The Italian Supreme Court, with judgment No. 7361, dated March 19 2024, has revisited the applicability of Italian transfer pricing regulations to interest-free intercompany loans.
From a business perspective, the provision of an interest-free loan by a resident company to a related party is a completely legitimate choice that may stem from reasons unrelated to tax planning dynamics. Generally, opting for an interest-free loan to support a subsidiary can be attributed to situations such as startup ventures involving substantial investments and an expected significant loss in the related party’s income statement, or as part of a turnaround plan being implemented by the related party itself.
From a tax perspective, the aforementioned business decision does not present any drawbacks if made towards a resident subsidiary, provided that the non-profitable nature of the financing is documented and there are no presumptions of profitability.
However, when an interest-free financing transaction occurs between an Italian parent company and a foreign subsidiary, doubts may arise regarding the potential applicability of transfer pricing regulations (Article 110, paragraph 7 of the Income Tax Code). This would require the Italian taxpayer – providing the interest-free financing – to declare, within its business income, the notional interest income that would have accrued from the financing, calculating the arm’s-length rate. This means the interest rate that would have been applied if the financing transaction had taken place between independent parties.
The Supreme Court’s methodology
The Supreme Court has previously expressed varying opinions on this matter.
Some jurisprudence has emphasised the legitimacy of interest-free loans, deeming it unnecessary from a tax standpoint to include an income component (interest rate).

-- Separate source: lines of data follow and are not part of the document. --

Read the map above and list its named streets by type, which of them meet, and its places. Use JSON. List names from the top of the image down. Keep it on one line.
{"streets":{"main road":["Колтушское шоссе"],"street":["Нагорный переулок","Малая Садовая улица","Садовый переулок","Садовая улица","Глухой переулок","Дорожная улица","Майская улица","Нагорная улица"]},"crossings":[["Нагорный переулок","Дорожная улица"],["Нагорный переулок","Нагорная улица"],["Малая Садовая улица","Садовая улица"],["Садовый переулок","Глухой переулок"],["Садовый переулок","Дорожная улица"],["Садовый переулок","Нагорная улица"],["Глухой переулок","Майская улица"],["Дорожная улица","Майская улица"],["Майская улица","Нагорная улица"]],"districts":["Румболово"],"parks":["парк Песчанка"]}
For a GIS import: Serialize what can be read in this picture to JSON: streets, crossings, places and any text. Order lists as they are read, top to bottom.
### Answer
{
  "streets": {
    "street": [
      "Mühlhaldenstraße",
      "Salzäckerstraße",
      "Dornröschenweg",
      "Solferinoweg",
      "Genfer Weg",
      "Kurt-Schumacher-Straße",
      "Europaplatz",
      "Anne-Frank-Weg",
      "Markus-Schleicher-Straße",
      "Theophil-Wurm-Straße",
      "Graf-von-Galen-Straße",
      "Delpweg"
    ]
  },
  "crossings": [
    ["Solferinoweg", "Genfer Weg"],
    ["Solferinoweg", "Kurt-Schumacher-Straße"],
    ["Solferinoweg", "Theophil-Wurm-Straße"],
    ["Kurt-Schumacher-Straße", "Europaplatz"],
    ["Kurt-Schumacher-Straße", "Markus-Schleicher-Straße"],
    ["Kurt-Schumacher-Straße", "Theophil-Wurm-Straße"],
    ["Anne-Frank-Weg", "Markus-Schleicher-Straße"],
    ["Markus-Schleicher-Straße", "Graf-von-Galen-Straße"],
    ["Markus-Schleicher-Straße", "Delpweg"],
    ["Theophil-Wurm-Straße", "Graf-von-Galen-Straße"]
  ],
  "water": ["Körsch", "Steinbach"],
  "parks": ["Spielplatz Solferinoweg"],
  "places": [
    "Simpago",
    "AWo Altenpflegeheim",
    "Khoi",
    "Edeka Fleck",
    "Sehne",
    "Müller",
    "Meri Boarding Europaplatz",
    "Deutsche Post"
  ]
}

Conversely, other jurisprudence has pointed out that no company would finance an independent third party without interest. Therefore, even intra-group financing should involve an interest rate.
The latest judgment aligns with the orientation that, although such transactions fall under the scope of transfer pricing, taxpayers are allowed to demonstrate the ‘internal commercial reasons’ within the group, connected to the role the parent company assumes in supporting other group entities, justifying the use of interest-free intercompany loans.
Firstly, the Supreme Court establishes the principle of specificity of transfer pricing regulations, which cannot be derogated by agreements stipulating the non-profitability of the financing or interest rates not compliant with the arm’s-length principle.
Secondly, the Supreme Court refers to the judgment of the European Court of Justice (case C-558/19, dated October 8 2020), affirming the compatibility of transfer pricing regulations with EU law. Following such principles, the differentiation of transactions with foreign companies compared with domestic ones is justified by the need to ensure a correct allocation of taxing powers among states, provided that the taxpayer is given the opportunity to demonstrate any internal commercial reasons underlying the determination of the intercompany pricing policies.
Consequently, interest-free intercompany loans (or with an interest rate not compliant with the arm’s-length principle) cannot be challenged per se, as taxpayers can demonstrate the economic reasons that led to financing related parties not following market conditions.
From a methodological standpoint, the Supreme Court highlighted the need to verify whether the existence of a financing transaction from the resident parent company to the foreign subsidiary has been proven, or whether it constitutes a capital contribution.
With reference to the case at hand, according to the Supreme Court, the trial judges did not adequately evaluate the insolvency conditions of the borrowing companies. Indeed, the judges had merely stated that, in such cases, comparable conditions should be sought in “financing with independent enterprises”, in order to identify an arm’s-length interest rate.
Implications of the Supreme Court’s ruling
Following the Supreme Court’s decision, trial judges are required to verify that the interest rate determined by tax authorities was calculated considering:
· Loans with/between independent parties with comparable economic characteristics (i.e., the credit rating of the borrowing companies); and
· Internal commercial reasons strictly related to the intercompany loans.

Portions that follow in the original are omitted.